Memasuki perpustakaan, Birendra disambut oleh penunggu setia ruangan itu. Kali ini pikirannya sudah benar, bukan penunggu yang lain, tetapi penunggu asli, manusia tulen. Lystia menyambutnya dan membantu memegangi kardus yang akan Birendra turunkan.
"Makasih, Pak Birendra, Pak Parmin, taruh di situ saja, nanti saya yang bongkar sendiri." Pak Parmin langsung undur diri setelah meletakkan kardus tersebut.
"Bu, Pak Tjah meminta saya untuk membantu Bu Lilis mendata buku-buku ini," sela Birendra.
Daripada memanggil Lystia, guru muda itu lebih suka mengikuti cara Radit ketika memanggil namanya. Menurut Birendra, Lilis itu panggilannya terkesan lebih manis.
"Alhamdulillah, dapat bala bantuan. Pak Tjah emang selalu peka. Hm ..., memangnya Pak Birendra nggak ada jam ngajar?"
"Ada, tapi masih nanti." Birendra menjawab sambil mengeluarkan beberapa buku dari kardus. "Bu, ini mau ditata sebelah mana?"

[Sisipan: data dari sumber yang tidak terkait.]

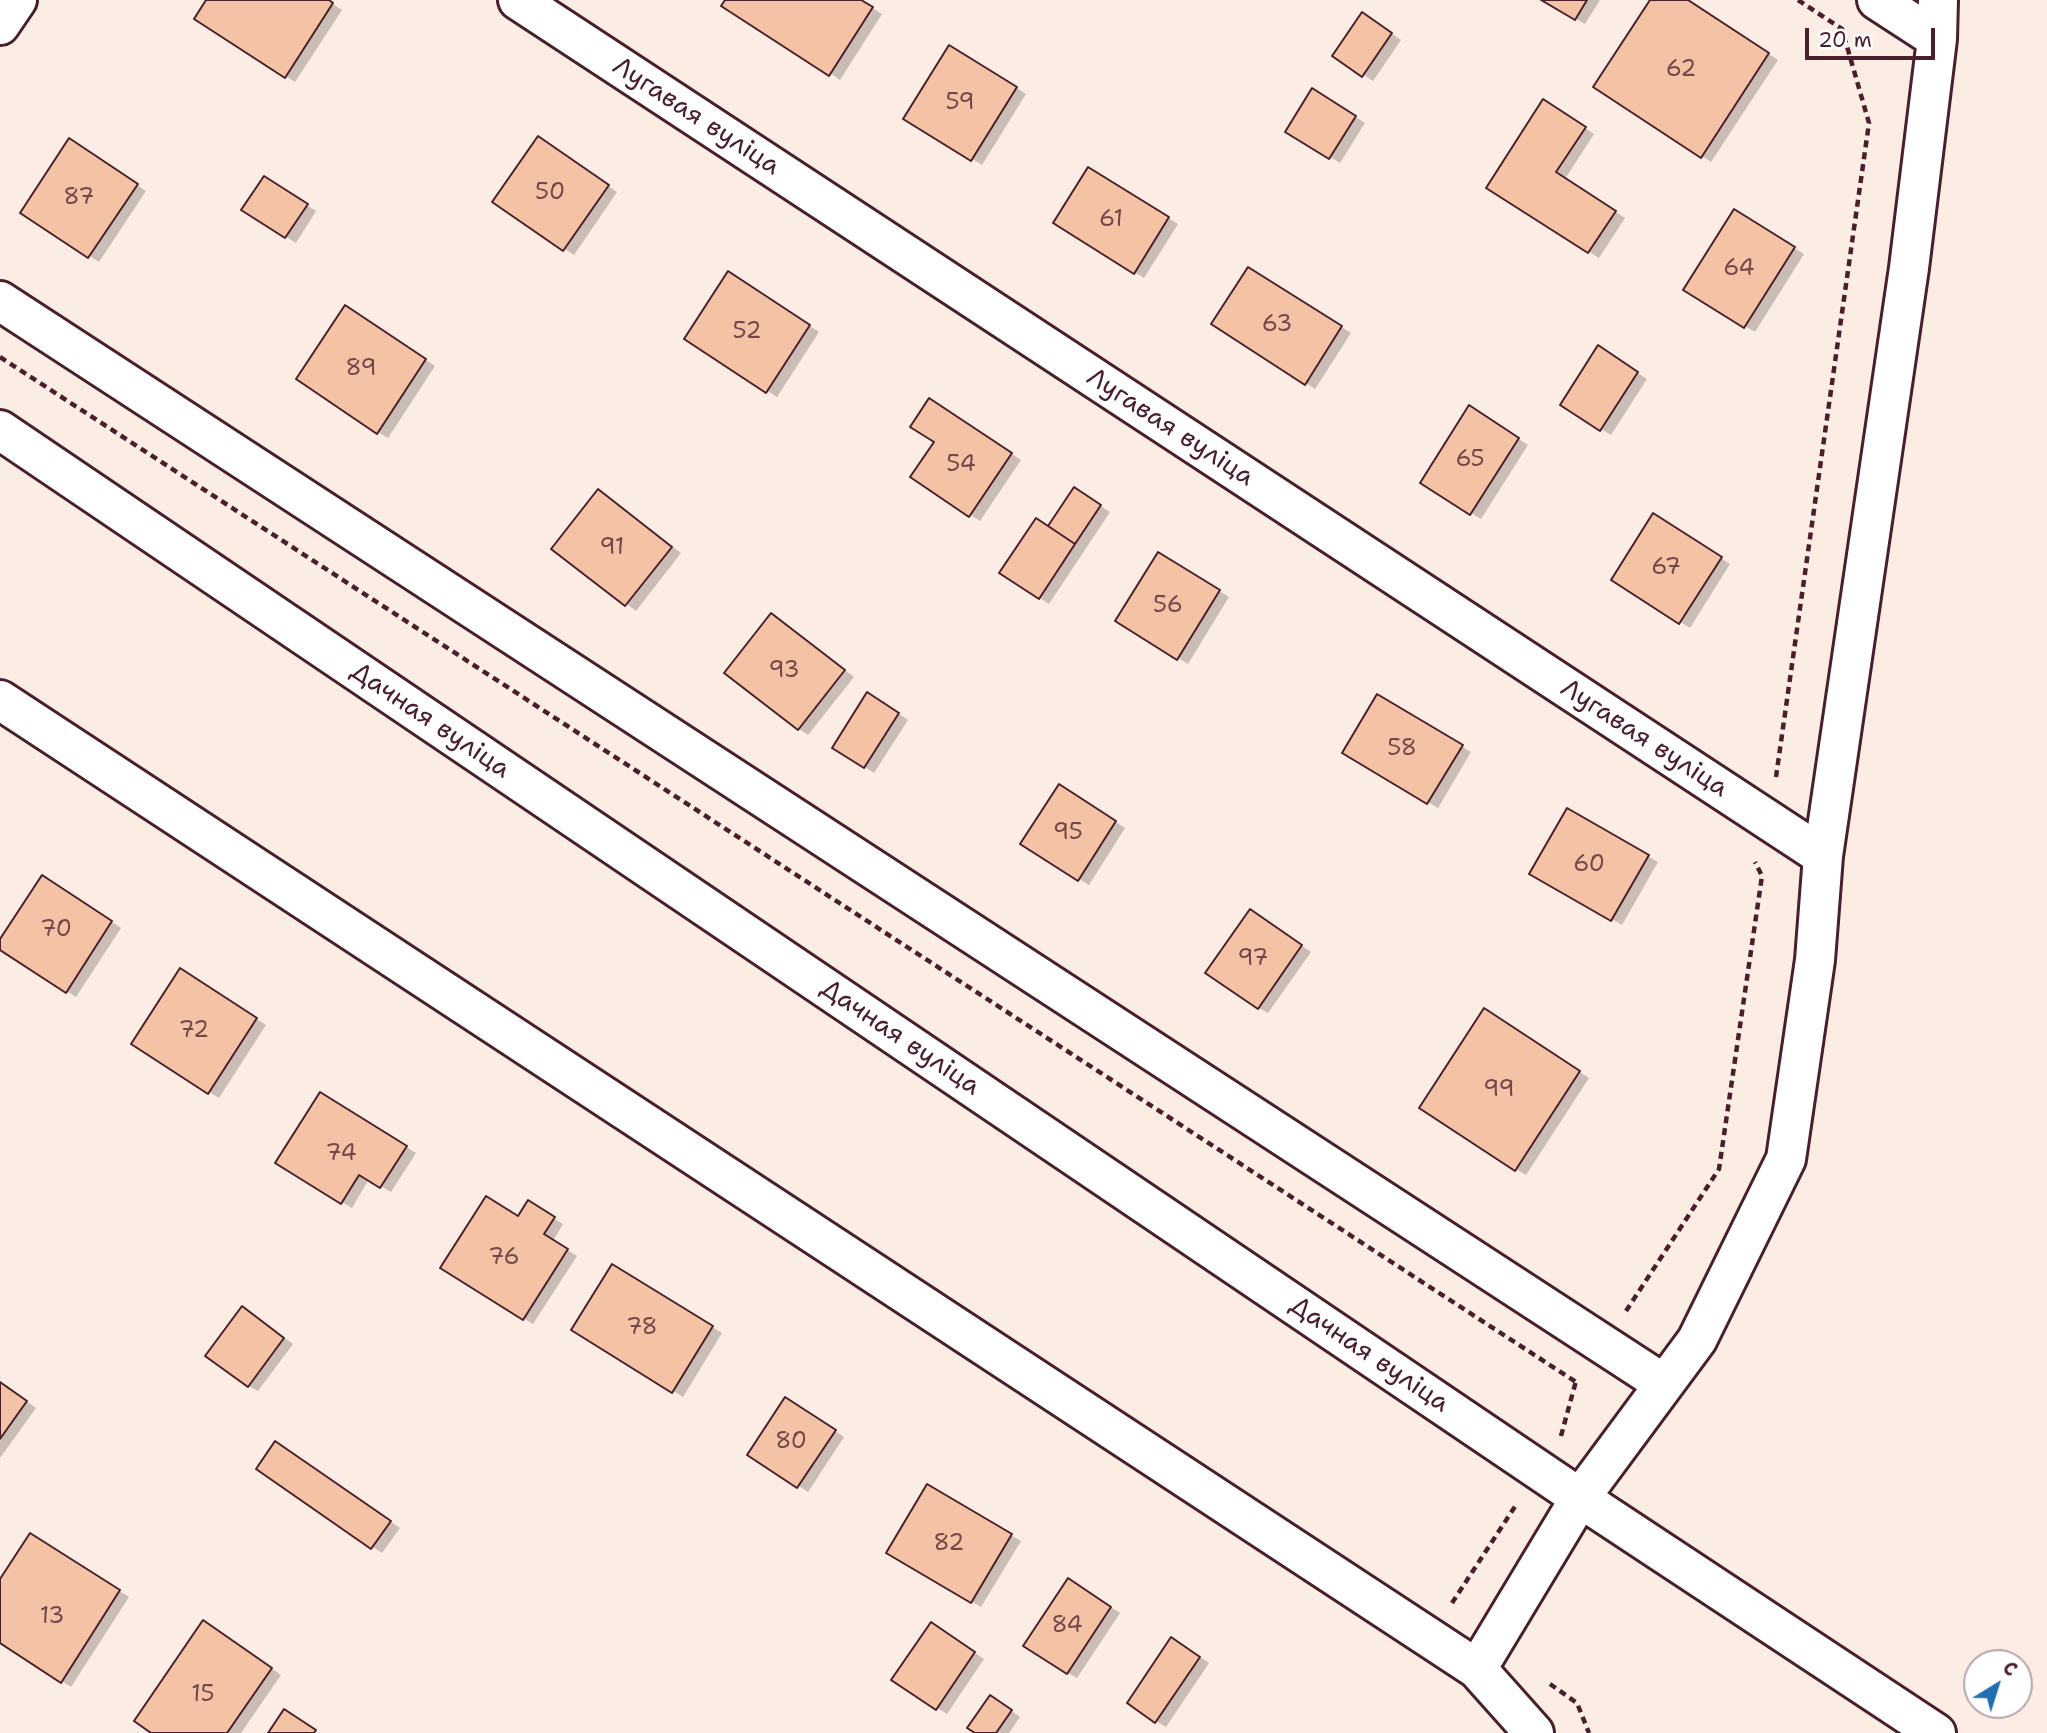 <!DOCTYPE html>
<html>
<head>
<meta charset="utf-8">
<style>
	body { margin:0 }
	#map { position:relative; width:2047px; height:1733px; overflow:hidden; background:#fcede4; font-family:"Shantell Sans",sans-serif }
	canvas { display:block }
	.north { position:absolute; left:1963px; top:1649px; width:70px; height:70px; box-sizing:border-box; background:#fff; border:2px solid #b7a5aa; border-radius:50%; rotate:38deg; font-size:19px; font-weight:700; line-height:28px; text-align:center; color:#4a1f2b }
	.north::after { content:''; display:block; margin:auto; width:24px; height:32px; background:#1f6fb2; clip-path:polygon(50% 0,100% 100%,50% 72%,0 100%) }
	.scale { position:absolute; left:1805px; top:28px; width:130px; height:32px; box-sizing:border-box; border:4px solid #4a1f2b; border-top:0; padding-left:9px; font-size:21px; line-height:24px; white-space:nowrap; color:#4a1f2b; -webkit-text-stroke:5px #fff; paint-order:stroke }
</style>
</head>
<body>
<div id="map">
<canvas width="2047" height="1733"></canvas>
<div class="north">С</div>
<div class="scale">20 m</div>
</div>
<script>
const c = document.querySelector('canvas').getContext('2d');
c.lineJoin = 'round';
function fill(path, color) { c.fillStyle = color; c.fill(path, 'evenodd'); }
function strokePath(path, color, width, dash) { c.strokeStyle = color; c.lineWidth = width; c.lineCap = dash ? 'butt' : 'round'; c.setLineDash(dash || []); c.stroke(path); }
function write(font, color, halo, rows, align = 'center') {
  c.font = font + ' "Shantell Sans",sans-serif'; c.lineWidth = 5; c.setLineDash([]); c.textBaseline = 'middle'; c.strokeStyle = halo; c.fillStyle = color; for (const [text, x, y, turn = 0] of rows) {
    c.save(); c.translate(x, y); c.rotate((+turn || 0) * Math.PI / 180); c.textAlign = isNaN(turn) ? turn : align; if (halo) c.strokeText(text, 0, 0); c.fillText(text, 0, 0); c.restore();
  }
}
fill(new Path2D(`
	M208 0H327L342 10 295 82 286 76Z
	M727 0H859L882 14 840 80Z
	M1545 0H1600L1585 24Z
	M1652 0H1686L1778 60 1711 162 1702 156Z
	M1373 20 1401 40 1373 81 1335 56Z
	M950 47 1026 94 982 165 905 118Z
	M1322 96 1365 123 1340 163 1287 131Z
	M1554 107 1594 134 1565 179 1625 218 1599 258 1489 188Z
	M548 144 617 192 574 255 494 201Z
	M79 146 146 191 99 262 23 212Z
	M1089 169 1178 224 1144 278 1055 223Z
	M274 184 316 211 296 243 244 210Z
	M1734 211 1804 254 1755 332 1686 290Z
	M1259 275 1351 333 1315 389 1306 383Z
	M739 279 819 332 777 397 686 338Z
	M356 313 435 366 388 438 378 432Z
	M1608 353 1647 379 1611 435 1562 404Z
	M940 406 1021 460 980 521 913 477 936 442Z
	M1479 413 1528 445 1481 519 1422 482Z
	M1074 489 1110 512 1049 604 1040 598 1049 528Z
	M598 491 681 553 636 611 554 548Z
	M1663 521 1730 564 1690 628 1613 580Z
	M1159 554 1229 597 1188 664 1118 621Z
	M772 615 854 677 808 735 799 729Z
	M1378 696 1471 752 1438 808 1344 752Z
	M878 700 908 720 874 773 834 747Z
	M1069 792 1125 828 1089 885 1023 844Z
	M1567 811 1658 862 1622 925 1532 873Z
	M52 883 121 928 76 997 0 948V942Z
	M1260 917 1311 952 1268 1013 1259 1008Z
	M190 976 266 1025 219 1098 209 1092Z
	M1494 1016 1589 1078 1526 1175 1516 1169Z
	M330 1100 416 1153 391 1192 369 1179 352 1208 342 1202Z
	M528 1203 563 1224 553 1241 577 1256 533 1324 443 1267 519 1218Z
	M612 1267 722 1333 683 1397 574 1329Z
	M252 1314 293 1344 258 1391 249 1386Z
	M0 1383 36 1408 0 1458Z
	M795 1405 844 1437 808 1492 749 1454Z
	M285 1449 400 1528 382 1553 259 1469Z
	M927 1486 1021 1541 981 1607 888 1552Z
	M40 1541 129 1597 71 1687 0 1641V1582Z
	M1078 1586 1120 1613 1077 1678 1068 1673Z
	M213 1628 281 1675 241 1733H154Z
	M941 1630 984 1659 947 1714 894 1680Z
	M1182 1645 1209 1663 1166 1727 1156 1721Z
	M1000 1703 1020 1717 1009 1733H978Z`), '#0003');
const building = new Path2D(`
	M206 0H329L333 3 285 78 194 19Z
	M725 0H861L873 7 829 76 721 6Z
	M1541 0H1587L1575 20Z
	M1650 0H1688L1769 53 1701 158 1593 87Z
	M1362 12 1392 33 1362 77 1332 56Z
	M949 45 1017 87 971 161 903 119Z
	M1312 88 1356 116 1329 159 1285 132Z
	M1543 99 1586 127 1556 172 1616 211 1588 253 1486 188Z
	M538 136 609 185 563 251 492 202Z
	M69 138 138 184 88 258 20 213Z
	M1088 167 1169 217 1134 274 1053 223Z
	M264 176 308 204 285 238 241 210Z
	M1734 209 1795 247 1744 328 1683 290Z
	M1248 267 1342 326 1305 385 1211 324Z
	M728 271 810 325 766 393 684 339Z
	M345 305 426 359 377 434 296 379Z
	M1598 345 1638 372 1600 431 1560 405Z
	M929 398 1012 453 969 517 910 477 934 442 910 427Z
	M1469 405 1519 438 1470 515 1420 483Z
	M1074 487 1101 505 1075 544 1048 526Z
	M598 489 672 547 625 606 551 549Z
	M1653 513 1722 557 1679 624 1611 580Z
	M1036 518 1075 544 1039 599 999 573Z
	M1158 552 1220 590 1177 660 1115 621Z
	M771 613 845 670 798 730 724 673Z
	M867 692 899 713 864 768 832 748Z
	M1377 694 1463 745 1427 804 1342 753Z
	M1059 784 1116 821 1078 881 1020 844Z
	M1567 808 1649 855 1611 921 1529 874Z
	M42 875 112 921 66 993 0 950V939Z
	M1250 909 1302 945 1258 1009 1205 973Z
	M180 968 257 1018 208 1094 131 1044Z
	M1484 1008 1580 1071 1515 1171 1419 1108Z
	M320 1092 407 1146 380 1188 359 1175 341 1204 275 1163Z
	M486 1196 518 1216 528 1200 555 1217 544 1234 568 1249 523 1320 440 1268Z
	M612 1264 713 1326 672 1393 571 1330Z
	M242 1306 284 1338 248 1387 205 1356Z
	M0 1382 27 1401 0 1439Z
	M785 1397 836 1430 797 1488 747 1455Z
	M275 1441 391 1521 371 1549 256 1469Z
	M927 1484 1012 1534 971 1603 886 1553Z
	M30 1533 120 1590 61 1683 0 1643V1579Z
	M1068 1578 1111 1607 1067 1674 1023 1646Z
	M203 1620 272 1668 227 1733H151L134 1721Z
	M931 1622 975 1652 936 1710 891 1680Z
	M1171 1637 1200 1657 1155 1723 1127 1703Z
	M990 1695 1012 1710 996 1733H975L967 1728Z
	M284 1709 316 1730 314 1733H268Z`);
fill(building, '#f4c3a5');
strokePath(building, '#4a1f2b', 2);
const minor = new Path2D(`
	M518 0 1823 856
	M1877 0 1937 39
	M0 25 17 0
	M0 301 1664 1384
	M0 430 1580 1498 1936 1733
	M0 700 1477 1669 1534 1733
	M1477 1669 1580 1498 1697 1340 1786 1159 1815 960 1823 856 1909 268 1937 39 1938 0`);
strokePath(minor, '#4a1f2b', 44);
strokePath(new Path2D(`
	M0 357 1576 1382
	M1776 777 1869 123 1842 29 1798 0
	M1626 1311 1719 1169 1762 876 1755 862
	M1561 1436 1576 1381
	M1452 1603 1516 1505
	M1550 1684 1577 1703 1589 1733`), '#4a1f2b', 4.5, [7, 5]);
strokePath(minor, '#fff', 38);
write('23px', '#74484a', null, [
	["62",1681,70],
	["59",960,103],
	["50",550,193],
	["87",79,198],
	["61",1111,220],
	["64",1739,269],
	["63",1277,325],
	["52",747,332],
	["89",361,369],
	["65",1470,460],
	["54",961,465],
	["91",612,548],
	["67",1666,568],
	["56",1168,606],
	["93",784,671],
	["58",1402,749],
	["95",1068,833],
	["60",1589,865],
	["70",56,930],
	["97",1253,959],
	["72",194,1031],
	["99",1499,1090],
	["74",341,1154],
	["76",504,1258],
	["78",642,1328],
	["80",791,1442],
	["82",949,1544],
	["13",52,1617],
	["84",1067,1626],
	["15",203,1695]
]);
write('26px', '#4a1f2b', '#fff', [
	["Лугавая вуліца",696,117,33],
	["Лугавая вуліца",1170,428,33],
	["Дачная вуліца",430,721,34],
	["Лугавая вуліца",1644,739,33],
	["Дачная вуліца",900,1038,34],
	["Дачная вуліца",1369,1355,34]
]);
</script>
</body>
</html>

"Oh ..., ditata di meja saja, Pak, setelah ini masih mau saya masukkan data dulu banyak dan jenis bukunya. Baru kemudian dilabeli."
"Siap, Bu! Laksanakan!"
Saat sedang membawa tumpukan buku ketiga, Birendra merasa perutnya tak enak. Perih dan panas menyerang ulu hatinya dengan amat sadis. Nyeri kemudian mual juga mulai dia rasakan. Bulir keringat sudah mulai membasahi keningnya. Tak ketinggalan kernyitan di dahinya sangat kentara saat sakit kembali menghajar perutnya.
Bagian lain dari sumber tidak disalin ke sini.